Improved street lighting is intended to serve many purposes, one of them being the prevention of crime. While street lighting improvements may not often be implemented with the expressed aim of preventing crime – pedestrian safety and traffic safety may be viewed as more important aims – and the notion of lighting streets to deter lurking criminals may be too simplistic, its relevance to the prevention of crime has been suggested in urban centers, residential areas, and other places frequented by criminals and potential victims.
The main objective of this review is to assess the available research evidence on the effects of improved street lighting on crime in public space. In addition to assessing the overall impact of improved street lighting on crime, this review will also investigate in which settings, against which crimes, and under what conditions it is most effective.
Four search strategies were employed to identify studies meeting the criteria for inclusion in this review: (1) searches of electronic bibliographic databases; (2) searches of literature reviews on the effectiveness of improved street lighting in preventing crime; (3) searches of bibliographies of street lighting studies; and (4) contacts with leading researchers. Both published and unpublished reports were considered in the searches. Searches were international in scope and were not limited to the English language.

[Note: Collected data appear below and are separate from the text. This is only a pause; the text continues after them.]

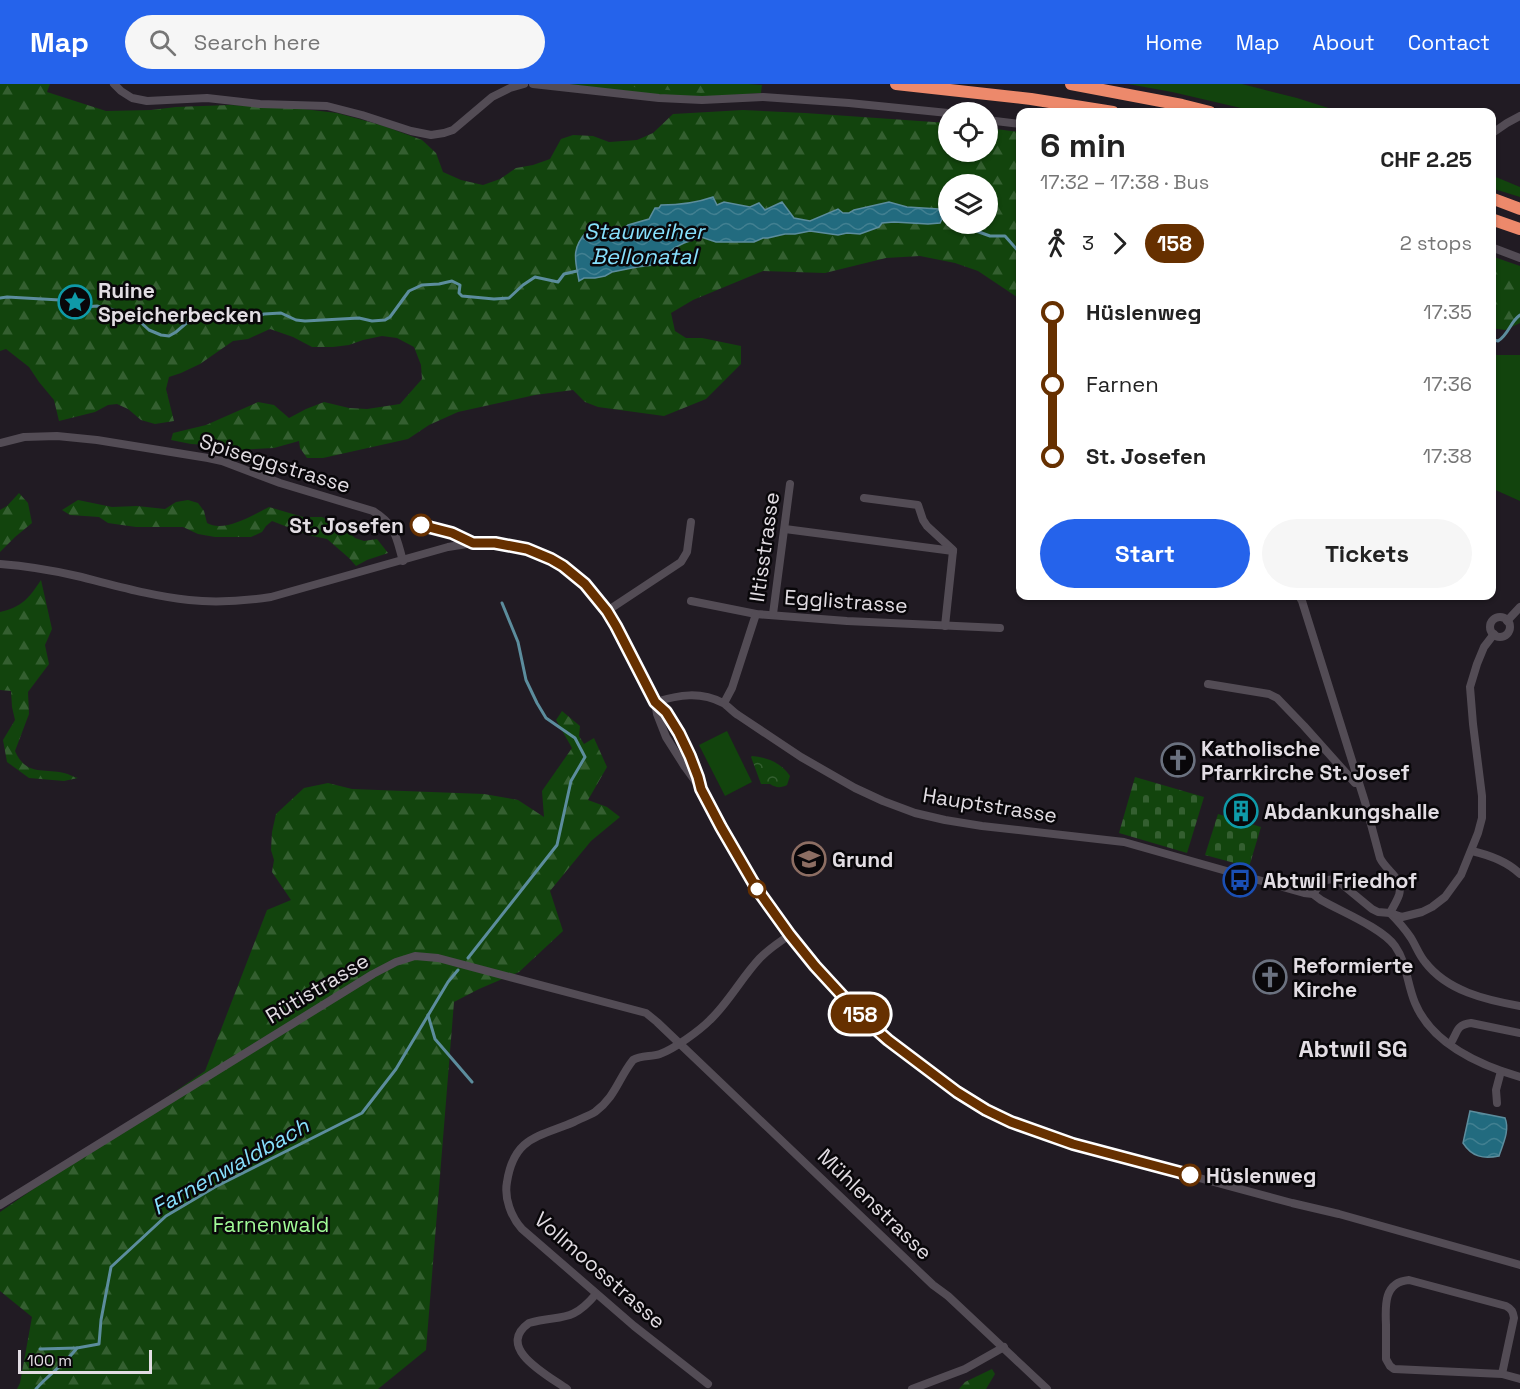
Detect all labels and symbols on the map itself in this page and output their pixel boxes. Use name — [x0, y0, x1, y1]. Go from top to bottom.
water label: Stauweiher Bellonatal — [584, 217, 707, 270]
place label: Ruine Speicherbecken — [98, 277, 262, 328]
place icon: Ruine Speicherbecken — [57, 284, 93, 320]
street label: Spiseggstrasse — [196, 427, 354, 499]
street label: Iltisstrasse — [743, 490, 785, 604]
place label: St. Josefen — [289, 512, 404, 539]
marker: St. Josefen — [410, 514, 432, 536]
street label: Egglistrasse — [783, 583, 909, 619]
place label: Katholische Pfarrkirche St. Josef — [1201, 735, 1410, 786]
church icon: Katholische Pfarrkirche St. Josef — [1160, 742, 1196, 778]
street label: Hauptstrasse — [921, 781, 1059, 829]
building icon: Abdankungshalle — [1223, 793, 1259, 829]
place label: Abdankungshalle — [1264, 798, 1440, 825]
school or university icon: Grund — [791, 841, 827, 877]
place label: Grund — [832, 846, 894, 873]
bus stop icon: Abtwil Friedhof — [1222, 862, 1258, 898]
place label: Abtwil Friedhof — [1263, 867, 1417, 894]
unlabelled marker — [748, 880, 766, 898]
street label: Rütistrasse — [261, 947, 373, 1029]
place label: Reformierte Kirche — [1293, 952, 1413, 1003]
church icon: Reformierte Kirche — [1252, 959, 1288, 995]
line badge: 158 — [826, 994, 894, 1034]
district label: Abtwil SG — [1298, 1033, 1408, 1064]
water label: Farnenwaldbach — [147, 1111, 314, 1221]
street label: Mühlenstrasse — [812, 1143, 938, 1265]
place label: Hüslenweg — [1206, 1162, 1316, 1189]
marker: Hüslenweg — [1179, 1164, 1201, 1186]
street label: Vollmoosstrasse — [529, 1206, 671, 1334]
park label: Farnenwald — [213, 1211, 329, 1238]
scale bar — [18, 1347, 152, 1374]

Studies that investigated the effects of improved street lighting on crime were included. For studies involving one or more other interventions, only those studies in which improved street lighting was the main intervention were included. Studies were included if they had, at a minimum, an evaluation design that involved before-and-after measures of crime in experimental and control areas. There needed to be at least one experimental area and one reasonably comparable control area.
Narrative findings are reported for the 13 studies included in this review. A meta-analysis of all 13 of these studies was carried out. The “relative effect size” or RES (which can be interpreted as an incident rate ration) was used to measure effect size. Results are reported for total crime and, where possible, property and violent crime categories using (mostly) official data. In the case of studies that measure the impact of improved street lighting programs on crime at multiple points in time, similar time periods before and after are compared (as far as possible). The review also addresses displacement of crime and diffusion of crime prevention benefits.
The studies included in this systematic review indicate that improved street lighting significantly reduces crime, is more effective in reducing crime in the United Kingdom than in the United States, and that nighttime crimes do not decrease more than daytime crimes.
We conclude that improved street lighting should continue to be used to prevent crime in public areas. It has few negative effects and clear benefits for law-abiding citizens.